Abstract
Recently, studies have been performed for speech emotion recognition. However, little research focused on the emotion of the elderly, especially the lonely elderly. In this paper, we propose a six layer Wavelet Packet Coefficients Model for speech emotion recognition of the Chinese elderly. Six layer Wavelet Packet Coefficients, Mel Frequency Cepstrum Coefficient and the Fourier Parameter features are extracted from speech emotion database of Chinese elderly, respectively. Experimental results show that the six layer wavelet packet coefficients features are effective for recognizing emotions from speech. In particularly, when combining these three features, the recognition rates of the elderly can be improved.
Keywords
Introduction
Social computing has a rapid development in recent years as a new interdisciplinary field of social science, management science and computational science [7,15,24]. The percentage of the elderly using social media has increased substantially in recent years [9], yet little research has been done to understand the emotion underlying social media. As we all know that the elderly, especially the lonely elderly, need to receive more attention. It is significant to do some researches for recognizing their emotions. Speech emotion recognition is an important task in understanding each other of speech in social media [16]. However, recognizing emotion from speech, especially for the elderly, is a very challenging problem [31]. Although there has a growing interest of researching speech emotion recognition [22,25,27,29,31] in the last decade, most researches focus on the children or the youth. Nowadays, researchers have established some kind of corpora such as the children emotional corpora [26], young peoples emotional corpora [6] and make some researches on these emotions. However, little research has focused on the emotional corpora of the elderly and emotion recognition of the elderly, especially of the Chinese elderly. Therefore, in this paper, we make a deep research and analysis of emotional recognition of Chinese elderly people. The following are the particularities of this paper:
We established our own speech emotion corpora of Chinese elderly, which expanded the research field of emotional topic of Chinese elderly.

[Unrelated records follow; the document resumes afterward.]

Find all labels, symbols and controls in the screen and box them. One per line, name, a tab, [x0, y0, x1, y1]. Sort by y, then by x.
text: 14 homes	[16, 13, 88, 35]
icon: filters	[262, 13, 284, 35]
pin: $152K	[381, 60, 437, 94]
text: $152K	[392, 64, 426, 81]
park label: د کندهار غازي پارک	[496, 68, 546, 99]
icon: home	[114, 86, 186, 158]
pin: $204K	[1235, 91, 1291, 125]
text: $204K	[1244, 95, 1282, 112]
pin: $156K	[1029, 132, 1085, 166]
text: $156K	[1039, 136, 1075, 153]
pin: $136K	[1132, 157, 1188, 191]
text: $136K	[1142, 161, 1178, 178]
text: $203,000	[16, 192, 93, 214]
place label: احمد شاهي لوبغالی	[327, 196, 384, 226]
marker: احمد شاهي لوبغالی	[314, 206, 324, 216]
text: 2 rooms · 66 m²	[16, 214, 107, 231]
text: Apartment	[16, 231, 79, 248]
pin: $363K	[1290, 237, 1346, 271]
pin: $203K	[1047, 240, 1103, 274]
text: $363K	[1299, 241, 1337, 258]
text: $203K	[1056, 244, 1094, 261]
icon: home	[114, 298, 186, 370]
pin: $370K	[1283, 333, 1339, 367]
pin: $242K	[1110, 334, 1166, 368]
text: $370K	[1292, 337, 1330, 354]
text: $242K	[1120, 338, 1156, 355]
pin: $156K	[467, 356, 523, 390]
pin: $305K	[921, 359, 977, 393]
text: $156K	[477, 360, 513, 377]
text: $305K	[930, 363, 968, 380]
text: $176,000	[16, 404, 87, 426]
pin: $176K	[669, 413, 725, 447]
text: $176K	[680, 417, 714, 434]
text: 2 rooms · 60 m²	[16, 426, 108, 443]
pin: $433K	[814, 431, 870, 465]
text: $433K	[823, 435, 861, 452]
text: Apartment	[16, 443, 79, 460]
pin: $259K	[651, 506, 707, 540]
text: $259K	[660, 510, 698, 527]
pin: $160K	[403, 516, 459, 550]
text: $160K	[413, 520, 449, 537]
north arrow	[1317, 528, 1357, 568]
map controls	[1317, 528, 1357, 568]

We built a model of six wavelet packet coefficient for emotional speech signal.
The six layer Wavelet Packet Coefficients (WPC) [30], the Mel Frequency Cepstrum Coefficient (MFCC) [22], and the Fourier Parameter (FP) features [29] of the Chinese elderly were extracted for speech emotion recognition, respectively.
The structure of this paper is reproduced below. First, we briefly introduce the related works in this paper in section second. Then, we detail three major types of feature extraction (WPC, MFCC and FP) and the multiple feature fusion for speech emotion of Chinese elderly in section three. Then, the experimental results are discussed in the fourth section. Finally, conclusions are drawn in the fifth section.
Related work
In speech recognition research, feature extraction and selection is very important for the effect of the recognition. If the extracted features are not representative, it can’t get good recognition results. While the effective ones can achieve better effort.

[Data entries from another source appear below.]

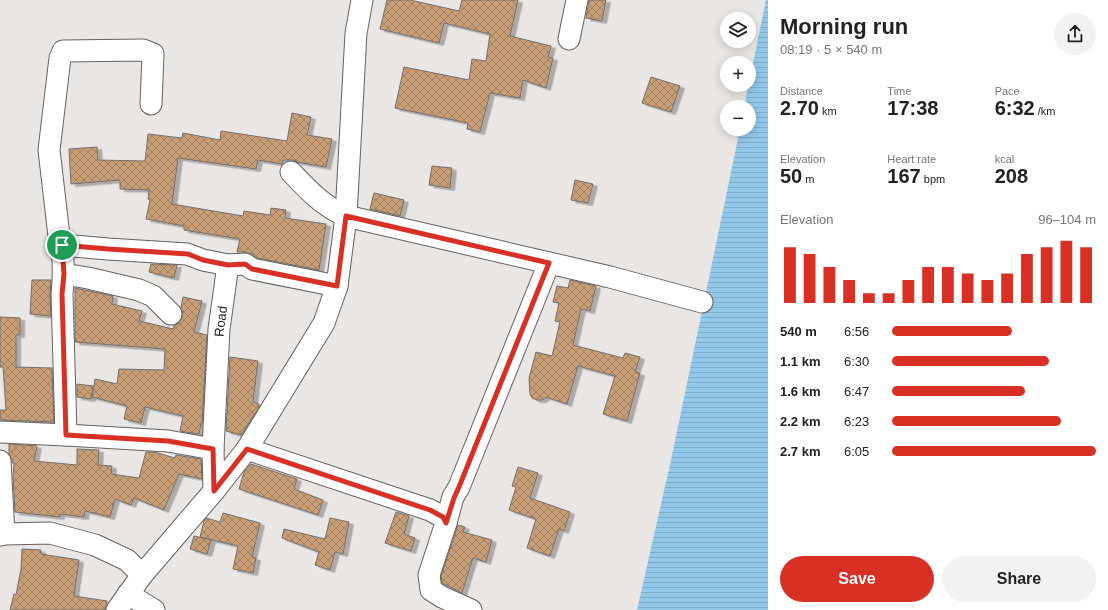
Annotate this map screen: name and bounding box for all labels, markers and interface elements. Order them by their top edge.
map controls [720,12,756,136]
button: layers [720,12,756,48]
button: share [1054,13,1096,55]
text: Morning run [780,14,908,39]
text: 08:19 · 5 × 540 m [780,42,882,57]
button: + [720,56,756,92]
text: Distance [780,85,823,97]
text: Time [887,85,911,97]
text: Pace [995,85,1020,97]
text: 2.70 [780,97,819,119]
text: 17:38 [887,97,938,119]
text: 6:32 [995,97,1035,119]
button: − [720,100,756,136]
text: km [819,105,837,117]
text: /km [1035,105,1055,117]
text: Elevation [780,153,825,165]
text: Heart rate [887,153,936,165]
text: kcal [995,153,1014,165]
text: 50 [780,165,802,187]
text: 167 [887,165,921,187]
text: 208 [995,165,1028,187]
text: m [802,173,814,185]
text: bpm [921,173,945,185]
text: Elevation [780,212,833,227]
text: 96–104 m [1038,212,1096,227]
pin [45,228,79,262]
icon: arrive [51,234,73,256]
street label: Road [212,305,230,337]
text: 540 m [780,324,817,339]
text: 6:56 [844,324,869,339]
text: 1.1 km [780,354,820,369]
text: 6:30 [844,354,869,369]
text: 1.6 km [780,384,820,399]
text: 6:47 [844,384,869,399]
text: 2.2 km [780,414,820,429]
text: 6:23 [844,414,869,429]
text: 2.7 km [780,444,820,459]
text: 6:05 [844,444,869,459]
button: Save [780,556,934,602]
button: Share [942,556,1096,602]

At present, lots of literatures do much research on how to extract the feature parameters from the emotional speech, which mainly consider in time, amplitude, frequency and formant structure etc. In 1972, Withams [14] found that emotion has a great influence on the pitch contour. In 1981, Williams and Steven [32] summed up the different emotional states by analyzing the mechanism of speech production, the physiological role of the nervous system and the corresponding physiological response. In 1996, Dellaer [5] proposed a classification method based on pitch frequency correlation information. In 2003, Kwon [13] used SVM and HMM to recognize the speech emotion, and found that the pitch frequency and energy are affective parameters. The classification accuracy of the four kinds of emotion is 70%. In 2006 Dimitri [28] et al. found that the regional characteristics of the vocal tract have a definite influence on emotion and achieve good results. In 2010, Guven [8] et al. considered SVM as a classifier to recognize emotion on the German corpus, and the experimental results were better than those of previous studies on the basis of the extraction of prosodic features. In [10], both acoustic and lexical features were extracted for emotion recognition. Their experimental results showed that late fusion of both acoustic and lexical features achieves recognition accuracy of 69.2% for four emotions. Despite these contributions, most of the existing speech emotion recognition mainly focus on children and young people, which is rarely involved in that of the elderly.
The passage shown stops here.